***
Aku mencoba berbicara pada semilir angin yang lewat. Bukan untuk meminta dia menyampaikan pesan rindu ini. Tapi hanya ingin bercerita tentang hari-hariku tanpa hadirmu. Hari-hariku sejak kau sudah tak di sini lagi. Hari-hari di mana tak ada lagi kicauanmu tentang masa depan. Bukan masa depanmu, tapi masa depanku.
Aku mencoba untuk bercengkrama dengan langit hitam yang gemerlap. Bukan untuk menitip pesan rindu agar kamu hadir. Bukan. Aku hanya ingin berbagi rindu ini bersamanya. Agar dia tahu bagaimana hariku semenjak kepergianmu. Aku hilang arah. Aku hilang kendali atas diriku. Aku kehilangan diriku. Diriku yang tertinggal di masa lalu.
Aku masih berdiri di sini. Menatap nanar masa lalu. Mungkin kau tak pernah memikirkan aku akan seperti ini. Masih menangisi waktu setiap kali kenangan itu hadir. Iya. Setelah kau pergi. Aku tak tau lagi kemana mimpi yang selama ini aku ucapkan padamu. Mimpiku yang ingin keliling dunia bersamamu. Mimpiku yang ingin hidup di Belanda bersamamu.
Aku masih dengan diriku yang beberapa minggu ini masih belum terbiasa. Iya. Belum mampu terbiasa tanpa hadirmu. Aku di sini masih belum percaya. Mempercayai bahwa kau telah jauh. Bahkan bukan di dunia ini. Bukan dalam dimensi ini lagi. Sering aku bertanya pada Sang pemilik waktu, mengapa begitu kejam?
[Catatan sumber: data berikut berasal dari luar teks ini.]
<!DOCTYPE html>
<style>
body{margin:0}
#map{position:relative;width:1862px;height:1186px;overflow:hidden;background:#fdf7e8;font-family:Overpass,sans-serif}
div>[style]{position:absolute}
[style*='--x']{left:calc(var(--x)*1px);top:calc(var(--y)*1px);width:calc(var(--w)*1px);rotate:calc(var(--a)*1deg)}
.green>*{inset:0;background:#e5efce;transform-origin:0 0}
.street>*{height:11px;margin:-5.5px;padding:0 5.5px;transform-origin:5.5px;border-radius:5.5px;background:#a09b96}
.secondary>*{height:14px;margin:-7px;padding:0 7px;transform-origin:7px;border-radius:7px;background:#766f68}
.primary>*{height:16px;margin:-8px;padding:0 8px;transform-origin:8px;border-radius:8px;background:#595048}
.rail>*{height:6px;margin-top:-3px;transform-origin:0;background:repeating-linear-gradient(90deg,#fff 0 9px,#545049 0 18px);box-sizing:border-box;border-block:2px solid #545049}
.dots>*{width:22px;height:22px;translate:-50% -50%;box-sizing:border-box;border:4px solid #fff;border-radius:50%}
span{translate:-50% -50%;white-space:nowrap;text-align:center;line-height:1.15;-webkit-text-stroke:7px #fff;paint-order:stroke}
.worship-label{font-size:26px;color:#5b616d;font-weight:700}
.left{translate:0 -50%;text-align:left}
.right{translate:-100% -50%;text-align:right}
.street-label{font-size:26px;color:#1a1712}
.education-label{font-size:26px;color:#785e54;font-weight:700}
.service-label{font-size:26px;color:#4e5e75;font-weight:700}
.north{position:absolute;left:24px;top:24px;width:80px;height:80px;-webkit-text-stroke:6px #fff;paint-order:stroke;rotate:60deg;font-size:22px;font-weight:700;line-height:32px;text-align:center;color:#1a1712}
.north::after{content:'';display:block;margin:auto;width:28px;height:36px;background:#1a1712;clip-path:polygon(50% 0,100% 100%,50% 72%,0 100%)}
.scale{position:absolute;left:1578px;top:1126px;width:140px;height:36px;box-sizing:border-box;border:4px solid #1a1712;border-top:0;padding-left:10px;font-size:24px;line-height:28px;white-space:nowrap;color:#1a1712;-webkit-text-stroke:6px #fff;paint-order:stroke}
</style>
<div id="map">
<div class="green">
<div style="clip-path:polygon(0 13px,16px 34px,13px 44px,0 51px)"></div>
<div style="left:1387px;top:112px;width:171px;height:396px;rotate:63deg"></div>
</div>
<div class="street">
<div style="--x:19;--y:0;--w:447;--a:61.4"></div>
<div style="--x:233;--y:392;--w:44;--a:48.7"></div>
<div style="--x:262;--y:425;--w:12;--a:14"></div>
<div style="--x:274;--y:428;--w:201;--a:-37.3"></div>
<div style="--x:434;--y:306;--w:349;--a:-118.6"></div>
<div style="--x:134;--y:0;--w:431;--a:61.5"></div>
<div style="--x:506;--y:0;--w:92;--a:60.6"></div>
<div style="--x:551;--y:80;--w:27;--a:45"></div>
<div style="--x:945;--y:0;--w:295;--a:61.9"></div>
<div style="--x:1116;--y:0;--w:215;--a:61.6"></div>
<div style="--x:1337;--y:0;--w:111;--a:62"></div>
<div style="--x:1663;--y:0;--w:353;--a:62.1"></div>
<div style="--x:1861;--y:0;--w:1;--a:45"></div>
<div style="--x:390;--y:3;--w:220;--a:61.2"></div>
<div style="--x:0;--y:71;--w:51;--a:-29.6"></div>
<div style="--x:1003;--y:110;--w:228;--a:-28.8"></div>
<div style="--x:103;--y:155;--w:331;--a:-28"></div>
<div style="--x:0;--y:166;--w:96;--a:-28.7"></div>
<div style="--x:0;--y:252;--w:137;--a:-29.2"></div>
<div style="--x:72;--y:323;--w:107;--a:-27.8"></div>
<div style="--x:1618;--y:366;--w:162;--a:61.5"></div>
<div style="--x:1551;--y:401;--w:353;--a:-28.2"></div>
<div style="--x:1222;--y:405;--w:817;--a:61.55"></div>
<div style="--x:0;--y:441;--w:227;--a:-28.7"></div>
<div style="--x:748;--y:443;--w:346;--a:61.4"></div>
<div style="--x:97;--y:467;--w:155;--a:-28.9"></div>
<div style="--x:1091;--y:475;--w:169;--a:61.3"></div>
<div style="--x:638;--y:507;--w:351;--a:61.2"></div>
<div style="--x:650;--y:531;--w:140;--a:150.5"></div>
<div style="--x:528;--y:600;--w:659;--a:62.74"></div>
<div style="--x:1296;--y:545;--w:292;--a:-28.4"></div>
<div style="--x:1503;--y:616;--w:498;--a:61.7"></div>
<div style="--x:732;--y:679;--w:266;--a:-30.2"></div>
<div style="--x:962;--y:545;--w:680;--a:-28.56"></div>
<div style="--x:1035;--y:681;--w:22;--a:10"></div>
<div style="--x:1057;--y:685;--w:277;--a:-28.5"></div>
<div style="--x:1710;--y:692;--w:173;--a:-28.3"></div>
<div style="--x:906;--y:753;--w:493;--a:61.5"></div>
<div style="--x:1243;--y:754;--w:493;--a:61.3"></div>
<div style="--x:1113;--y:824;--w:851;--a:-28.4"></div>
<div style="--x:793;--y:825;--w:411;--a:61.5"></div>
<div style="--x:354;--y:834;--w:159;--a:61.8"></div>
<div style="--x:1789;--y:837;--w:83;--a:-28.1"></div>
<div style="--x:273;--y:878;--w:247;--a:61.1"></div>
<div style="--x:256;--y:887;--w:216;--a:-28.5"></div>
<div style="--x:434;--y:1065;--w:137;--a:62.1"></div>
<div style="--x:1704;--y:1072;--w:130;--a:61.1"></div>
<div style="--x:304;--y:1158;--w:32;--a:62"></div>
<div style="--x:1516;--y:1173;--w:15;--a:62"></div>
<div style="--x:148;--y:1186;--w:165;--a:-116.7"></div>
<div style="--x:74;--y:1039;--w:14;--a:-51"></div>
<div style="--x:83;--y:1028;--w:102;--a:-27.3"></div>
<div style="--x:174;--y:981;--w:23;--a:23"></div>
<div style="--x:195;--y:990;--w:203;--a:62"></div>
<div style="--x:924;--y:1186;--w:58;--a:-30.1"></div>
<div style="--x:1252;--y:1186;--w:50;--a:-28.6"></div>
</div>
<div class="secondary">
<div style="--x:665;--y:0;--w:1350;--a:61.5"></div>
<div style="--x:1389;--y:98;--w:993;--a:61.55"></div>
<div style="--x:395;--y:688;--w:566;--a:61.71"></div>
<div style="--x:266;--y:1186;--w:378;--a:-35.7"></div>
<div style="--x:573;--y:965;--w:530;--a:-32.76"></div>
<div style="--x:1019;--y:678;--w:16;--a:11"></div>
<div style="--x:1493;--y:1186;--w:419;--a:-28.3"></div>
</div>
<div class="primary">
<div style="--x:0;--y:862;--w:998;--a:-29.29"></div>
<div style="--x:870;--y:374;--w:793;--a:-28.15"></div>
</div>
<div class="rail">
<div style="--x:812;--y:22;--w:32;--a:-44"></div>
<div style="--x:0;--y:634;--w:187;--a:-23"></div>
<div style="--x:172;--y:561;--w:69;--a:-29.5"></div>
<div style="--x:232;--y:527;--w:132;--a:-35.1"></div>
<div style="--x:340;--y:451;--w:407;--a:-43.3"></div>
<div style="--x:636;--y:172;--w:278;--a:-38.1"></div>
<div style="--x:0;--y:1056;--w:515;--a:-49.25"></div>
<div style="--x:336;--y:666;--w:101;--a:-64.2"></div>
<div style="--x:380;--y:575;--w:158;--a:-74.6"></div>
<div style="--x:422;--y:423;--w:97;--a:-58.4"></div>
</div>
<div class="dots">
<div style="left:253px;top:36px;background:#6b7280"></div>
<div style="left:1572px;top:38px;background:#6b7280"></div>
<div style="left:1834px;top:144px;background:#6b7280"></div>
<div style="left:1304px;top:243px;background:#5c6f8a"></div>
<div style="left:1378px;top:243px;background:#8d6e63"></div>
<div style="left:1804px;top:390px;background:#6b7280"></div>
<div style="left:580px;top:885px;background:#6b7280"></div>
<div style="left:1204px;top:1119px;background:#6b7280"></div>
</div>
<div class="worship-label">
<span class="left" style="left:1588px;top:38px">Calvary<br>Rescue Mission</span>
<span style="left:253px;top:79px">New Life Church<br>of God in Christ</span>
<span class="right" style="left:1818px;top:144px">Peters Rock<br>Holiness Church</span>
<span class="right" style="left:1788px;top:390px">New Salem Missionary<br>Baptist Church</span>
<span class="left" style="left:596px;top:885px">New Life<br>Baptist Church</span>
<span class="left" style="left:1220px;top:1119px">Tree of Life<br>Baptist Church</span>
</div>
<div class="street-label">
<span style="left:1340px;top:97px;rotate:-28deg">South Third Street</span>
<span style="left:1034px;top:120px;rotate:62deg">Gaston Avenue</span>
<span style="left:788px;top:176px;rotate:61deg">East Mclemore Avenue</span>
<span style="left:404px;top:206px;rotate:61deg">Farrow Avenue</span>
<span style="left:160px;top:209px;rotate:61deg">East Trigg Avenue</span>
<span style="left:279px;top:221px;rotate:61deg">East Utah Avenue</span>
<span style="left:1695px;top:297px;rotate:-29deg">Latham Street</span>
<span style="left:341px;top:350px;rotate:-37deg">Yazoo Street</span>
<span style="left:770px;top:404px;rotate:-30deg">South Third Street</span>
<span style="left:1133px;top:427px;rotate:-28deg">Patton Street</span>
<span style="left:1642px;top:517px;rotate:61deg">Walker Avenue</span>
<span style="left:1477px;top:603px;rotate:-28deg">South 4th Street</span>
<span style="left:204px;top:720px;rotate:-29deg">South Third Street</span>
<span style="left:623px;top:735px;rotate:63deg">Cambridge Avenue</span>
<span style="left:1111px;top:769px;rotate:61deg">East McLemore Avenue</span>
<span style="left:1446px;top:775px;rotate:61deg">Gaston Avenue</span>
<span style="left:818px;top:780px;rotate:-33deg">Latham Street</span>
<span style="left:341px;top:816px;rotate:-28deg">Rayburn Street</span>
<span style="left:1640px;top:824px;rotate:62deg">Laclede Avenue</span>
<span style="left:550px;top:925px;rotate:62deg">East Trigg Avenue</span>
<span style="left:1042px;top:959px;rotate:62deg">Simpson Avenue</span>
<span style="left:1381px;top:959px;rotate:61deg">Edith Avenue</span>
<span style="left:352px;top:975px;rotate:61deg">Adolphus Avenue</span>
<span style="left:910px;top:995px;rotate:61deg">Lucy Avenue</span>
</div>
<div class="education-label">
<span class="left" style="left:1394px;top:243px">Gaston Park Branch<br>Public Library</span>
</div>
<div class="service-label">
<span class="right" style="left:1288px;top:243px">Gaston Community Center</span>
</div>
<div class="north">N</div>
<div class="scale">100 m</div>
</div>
Aku masih di sini. Bersama dengan jutaan kenangan tentangmu. Iya. Kenangan yang kini tak lagi bisa kuukir lagi. Sejak kau pergi meninggalkan aku sendiri. Sendiri dalam melalui hidupku. Sesekali aku ingin kau hadir meski hanya dalam mimpi. Meski esoknya saat ku terbangun ku tak ingat lagi. Aku ingin sekali, Tuhan.